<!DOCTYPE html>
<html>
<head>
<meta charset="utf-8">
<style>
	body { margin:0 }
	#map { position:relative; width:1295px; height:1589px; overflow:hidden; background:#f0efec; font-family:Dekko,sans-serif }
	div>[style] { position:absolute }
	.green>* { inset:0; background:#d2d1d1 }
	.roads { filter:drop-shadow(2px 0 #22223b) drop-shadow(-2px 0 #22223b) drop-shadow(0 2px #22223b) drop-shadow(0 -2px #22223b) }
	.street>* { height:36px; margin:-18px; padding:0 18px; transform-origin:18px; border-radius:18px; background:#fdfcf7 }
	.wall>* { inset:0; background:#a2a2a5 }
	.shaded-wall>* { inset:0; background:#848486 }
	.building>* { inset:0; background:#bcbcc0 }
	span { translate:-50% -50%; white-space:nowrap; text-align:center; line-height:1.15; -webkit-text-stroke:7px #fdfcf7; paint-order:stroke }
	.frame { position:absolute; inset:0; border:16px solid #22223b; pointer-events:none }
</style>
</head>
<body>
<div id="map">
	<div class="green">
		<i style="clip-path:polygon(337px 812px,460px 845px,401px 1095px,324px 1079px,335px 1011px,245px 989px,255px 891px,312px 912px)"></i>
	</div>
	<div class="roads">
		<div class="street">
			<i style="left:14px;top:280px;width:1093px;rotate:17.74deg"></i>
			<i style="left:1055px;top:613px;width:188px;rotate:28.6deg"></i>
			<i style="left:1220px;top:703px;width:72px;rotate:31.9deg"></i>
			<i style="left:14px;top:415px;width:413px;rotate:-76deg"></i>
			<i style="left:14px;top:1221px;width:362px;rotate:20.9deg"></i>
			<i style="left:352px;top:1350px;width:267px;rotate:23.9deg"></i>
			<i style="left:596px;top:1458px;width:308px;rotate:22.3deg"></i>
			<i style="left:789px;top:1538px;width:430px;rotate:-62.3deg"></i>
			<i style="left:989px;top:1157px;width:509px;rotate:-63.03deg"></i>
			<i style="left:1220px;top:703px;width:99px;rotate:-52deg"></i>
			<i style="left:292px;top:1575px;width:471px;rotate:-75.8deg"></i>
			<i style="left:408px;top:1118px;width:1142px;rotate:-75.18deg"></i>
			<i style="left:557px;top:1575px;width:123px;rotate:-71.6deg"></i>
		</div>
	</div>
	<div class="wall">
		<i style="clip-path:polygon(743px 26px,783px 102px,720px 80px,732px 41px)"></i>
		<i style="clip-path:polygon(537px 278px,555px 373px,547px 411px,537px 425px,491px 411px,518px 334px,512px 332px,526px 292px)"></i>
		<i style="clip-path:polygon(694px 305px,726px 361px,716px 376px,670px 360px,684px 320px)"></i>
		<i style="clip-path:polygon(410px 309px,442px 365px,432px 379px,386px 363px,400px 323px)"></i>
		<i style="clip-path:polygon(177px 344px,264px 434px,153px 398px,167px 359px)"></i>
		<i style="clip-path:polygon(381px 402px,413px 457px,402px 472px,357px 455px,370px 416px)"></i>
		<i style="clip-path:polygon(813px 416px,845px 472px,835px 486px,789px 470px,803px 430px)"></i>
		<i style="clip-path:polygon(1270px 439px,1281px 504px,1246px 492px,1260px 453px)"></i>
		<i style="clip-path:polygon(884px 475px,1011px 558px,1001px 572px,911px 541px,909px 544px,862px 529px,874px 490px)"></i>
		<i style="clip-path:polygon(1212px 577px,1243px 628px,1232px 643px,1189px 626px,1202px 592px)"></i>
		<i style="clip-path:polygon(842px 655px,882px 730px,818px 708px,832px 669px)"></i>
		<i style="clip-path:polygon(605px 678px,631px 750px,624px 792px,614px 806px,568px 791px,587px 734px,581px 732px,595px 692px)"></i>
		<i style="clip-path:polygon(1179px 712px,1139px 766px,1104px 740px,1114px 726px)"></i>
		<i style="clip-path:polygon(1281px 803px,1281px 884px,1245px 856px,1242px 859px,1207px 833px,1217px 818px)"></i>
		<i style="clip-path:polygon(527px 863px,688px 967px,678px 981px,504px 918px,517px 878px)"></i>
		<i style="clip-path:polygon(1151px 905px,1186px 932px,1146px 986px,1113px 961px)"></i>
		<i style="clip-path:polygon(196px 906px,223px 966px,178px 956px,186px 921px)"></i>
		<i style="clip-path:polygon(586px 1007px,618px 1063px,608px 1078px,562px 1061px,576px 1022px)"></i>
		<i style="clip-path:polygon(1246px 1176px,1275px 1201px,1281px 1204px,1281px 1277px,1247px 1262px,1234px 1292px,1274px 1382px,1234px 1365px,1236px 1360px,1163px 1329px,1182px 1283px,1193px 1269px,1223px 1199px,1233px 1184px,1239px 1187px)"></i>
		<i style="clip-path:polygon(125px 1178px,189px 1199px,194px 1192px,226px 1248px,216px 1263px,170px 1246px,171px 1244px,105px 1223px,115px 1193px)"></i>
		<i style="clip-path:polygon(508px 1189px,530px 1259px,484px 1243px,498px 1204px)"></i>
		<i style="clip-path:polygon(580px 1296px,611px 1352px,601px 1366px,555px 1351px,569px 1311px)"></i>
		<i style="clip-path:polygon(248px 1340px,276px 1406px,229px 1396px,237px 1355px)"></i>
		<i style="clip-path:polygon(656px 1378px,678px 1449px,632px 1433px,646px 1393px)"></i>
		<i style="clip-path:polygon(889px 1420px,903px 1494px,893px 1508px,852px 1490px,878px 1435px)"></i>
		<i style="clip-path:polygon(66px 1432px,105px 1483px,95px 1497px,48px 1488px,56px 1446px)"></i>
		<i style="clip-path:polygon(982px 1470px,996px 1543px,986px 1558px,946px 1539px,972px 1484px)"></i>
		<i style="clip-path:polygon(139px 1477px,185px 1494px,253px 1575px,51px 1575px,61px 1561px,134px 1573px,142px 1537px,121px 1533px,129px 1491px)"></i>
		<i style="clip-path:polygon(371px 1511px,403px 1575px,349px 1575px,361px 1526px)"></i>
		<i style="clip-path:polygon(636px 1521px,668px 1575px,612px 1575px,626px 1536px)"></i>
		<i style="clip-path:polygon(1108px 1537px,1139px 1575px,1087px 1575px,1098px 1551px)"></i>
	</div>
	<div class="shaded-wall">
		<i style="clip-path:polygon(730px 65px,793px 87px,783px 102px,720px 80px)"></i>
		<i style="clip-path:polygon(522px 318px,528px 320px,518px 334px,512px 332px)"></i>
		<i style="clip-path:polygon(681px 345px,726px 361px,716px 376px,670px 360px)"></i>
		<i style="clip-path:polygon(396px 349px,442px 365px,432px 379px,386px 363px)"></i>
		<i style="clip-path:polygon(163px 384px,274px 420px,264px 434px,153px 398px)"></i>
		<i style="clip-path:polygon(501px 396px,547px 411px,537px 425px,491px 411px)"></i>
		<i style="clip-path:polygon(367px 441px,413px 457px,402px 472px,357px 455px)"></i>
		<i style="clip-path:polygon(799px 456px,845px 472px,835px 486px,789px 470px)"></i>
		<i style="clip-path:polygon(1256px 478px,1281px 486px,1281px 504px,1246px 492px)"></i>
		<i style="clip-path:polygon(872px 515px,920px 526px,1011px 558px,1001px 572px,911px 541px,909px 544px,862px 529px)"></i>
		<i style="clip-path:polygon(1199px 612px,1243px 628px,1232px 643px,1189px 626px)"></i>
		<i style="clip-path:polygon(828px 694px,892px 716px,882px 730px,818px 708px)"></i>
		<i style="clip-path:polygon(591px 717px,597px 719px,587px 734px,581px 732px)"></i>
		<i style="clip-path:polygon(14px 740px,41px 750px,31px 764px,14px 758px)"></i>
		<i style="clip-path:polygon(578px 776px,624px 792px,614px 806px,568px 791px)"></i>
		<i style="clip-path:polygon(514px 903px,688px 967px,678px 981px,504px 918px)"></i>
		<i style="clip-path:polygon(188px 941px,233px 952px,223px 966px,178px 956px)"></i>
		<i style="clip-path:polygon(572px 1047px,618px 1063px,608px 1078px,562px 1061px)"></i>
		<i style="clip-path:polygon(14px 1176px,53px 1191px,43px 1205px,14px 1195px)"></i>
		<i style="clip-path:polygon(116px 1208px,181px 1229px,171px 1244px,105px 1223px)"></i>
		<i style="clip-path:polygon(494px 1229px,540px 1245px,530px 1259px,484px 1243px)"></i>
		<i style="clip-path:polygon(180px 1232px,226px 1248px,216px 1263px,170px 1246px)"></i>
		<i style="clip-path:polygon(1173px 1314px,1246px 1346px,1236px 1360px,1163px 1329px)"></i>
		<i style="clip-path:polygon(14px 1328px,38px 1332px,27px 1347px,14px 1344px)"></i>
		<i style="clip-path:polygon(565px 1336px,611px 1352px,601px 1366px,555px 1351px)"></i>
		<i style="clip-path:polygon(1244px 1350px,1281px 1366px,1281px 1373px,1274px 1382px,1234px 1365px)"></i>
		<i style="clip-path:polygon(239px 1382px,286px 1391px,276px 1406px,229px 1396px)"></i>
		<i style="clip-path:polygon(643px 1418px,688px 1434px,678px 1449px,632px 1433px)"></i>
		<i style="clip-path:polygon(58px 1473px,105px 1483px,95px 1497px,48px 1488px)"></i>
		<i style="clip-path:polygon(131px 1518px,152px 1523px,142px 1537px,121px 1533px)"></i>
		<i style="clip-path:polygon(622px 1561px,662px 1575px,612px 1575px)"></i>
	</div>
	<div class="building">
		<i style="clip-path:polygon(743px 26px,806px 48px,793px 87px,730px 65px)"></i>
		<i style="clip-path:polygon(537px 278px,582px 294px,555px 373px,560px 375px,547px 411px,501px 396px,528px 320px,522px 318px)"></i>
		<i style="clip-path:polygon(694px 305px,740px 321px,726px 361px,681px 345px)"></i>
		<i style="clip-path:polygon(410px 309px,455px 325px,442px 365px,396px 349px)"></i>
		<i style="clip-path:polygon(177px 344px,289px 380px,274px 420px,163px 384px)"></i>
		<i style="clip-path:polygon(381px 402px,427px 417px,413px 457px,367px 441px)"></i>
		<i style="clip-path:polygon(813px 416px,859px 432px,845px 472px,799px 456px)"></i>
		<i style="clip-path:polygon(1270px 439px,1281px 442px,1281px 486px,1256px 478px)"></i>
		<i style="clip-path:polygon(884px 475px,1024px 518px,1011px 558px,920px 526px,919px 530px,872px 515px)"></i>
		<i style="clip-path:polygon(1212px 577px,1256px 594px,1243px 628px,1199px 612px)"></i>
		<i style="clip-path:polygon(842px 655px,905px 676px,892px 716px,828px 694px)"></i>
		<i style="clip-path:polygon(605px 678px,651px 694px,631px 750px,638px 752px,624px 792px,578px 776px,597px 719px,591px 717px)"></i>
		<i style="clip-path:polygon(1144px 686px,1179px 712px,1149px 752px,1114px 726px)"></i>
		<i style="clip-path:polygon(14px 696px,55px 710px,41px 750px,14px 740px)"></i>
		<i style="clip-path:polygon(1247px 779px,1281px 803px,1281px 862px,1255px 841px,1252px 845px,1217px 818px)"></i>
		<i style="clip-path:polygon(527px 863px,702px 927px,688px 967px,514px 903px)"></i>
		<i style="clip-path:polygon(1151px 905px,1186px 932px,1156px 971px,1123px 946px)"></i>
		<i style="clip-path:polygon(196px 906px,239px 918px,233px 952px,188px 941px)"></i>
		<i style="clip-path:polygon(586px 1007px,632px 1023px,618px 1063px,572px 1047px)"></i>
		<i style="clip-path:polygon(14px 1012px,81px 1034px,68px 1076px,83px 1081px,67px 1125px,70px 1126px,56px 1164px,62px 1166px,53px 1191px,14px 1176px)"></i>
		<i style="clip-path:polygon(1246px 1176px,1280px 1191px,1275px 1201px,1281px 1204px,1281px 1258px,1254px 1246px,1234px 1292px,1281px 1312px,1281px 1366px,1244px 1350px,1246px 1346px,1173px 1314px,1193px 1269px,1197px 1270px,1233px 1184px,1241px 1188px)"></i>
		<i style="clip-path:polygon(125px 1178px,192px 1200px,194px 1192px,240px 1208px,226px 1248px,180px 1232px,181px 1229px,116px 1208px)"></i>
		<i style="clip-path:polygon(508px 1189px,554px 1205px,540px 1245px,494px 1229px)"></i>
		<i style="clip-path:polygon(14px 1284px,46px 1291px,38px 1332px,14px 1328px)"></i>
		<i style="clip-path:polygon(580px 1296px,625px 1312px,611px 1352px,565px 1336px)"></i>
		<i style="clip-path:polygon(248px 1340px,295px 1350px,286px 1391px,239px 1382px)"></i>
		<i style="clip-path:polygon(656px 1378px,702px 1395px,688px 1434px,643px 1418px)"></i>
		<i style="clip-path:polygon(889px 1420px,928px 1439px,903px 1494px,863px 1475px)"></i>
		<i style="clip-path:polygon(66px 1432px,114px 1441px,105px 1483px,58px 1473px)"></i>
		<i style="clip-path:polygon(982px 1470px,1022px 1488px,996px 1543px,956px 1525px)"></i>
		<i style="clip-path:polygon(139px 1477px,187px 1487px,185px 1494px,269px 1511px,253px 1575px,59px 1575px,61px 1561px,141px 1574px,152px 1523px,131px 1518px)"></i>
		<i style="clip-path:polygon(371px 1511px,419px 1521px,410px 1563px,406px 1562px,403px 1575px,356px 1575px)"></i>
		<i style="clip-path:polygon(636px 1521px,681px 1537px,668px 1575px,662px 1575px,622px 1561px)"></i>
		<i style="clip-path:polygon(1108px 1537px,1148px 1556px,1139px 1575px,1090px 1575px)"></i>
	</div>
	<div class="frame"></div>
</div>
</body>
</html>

━━━━━━

» **TASK BRIEF**
Work through the data and report how many of its lines hold the word "roads", giving only the figure.

» **SOLUTION BELOW**
2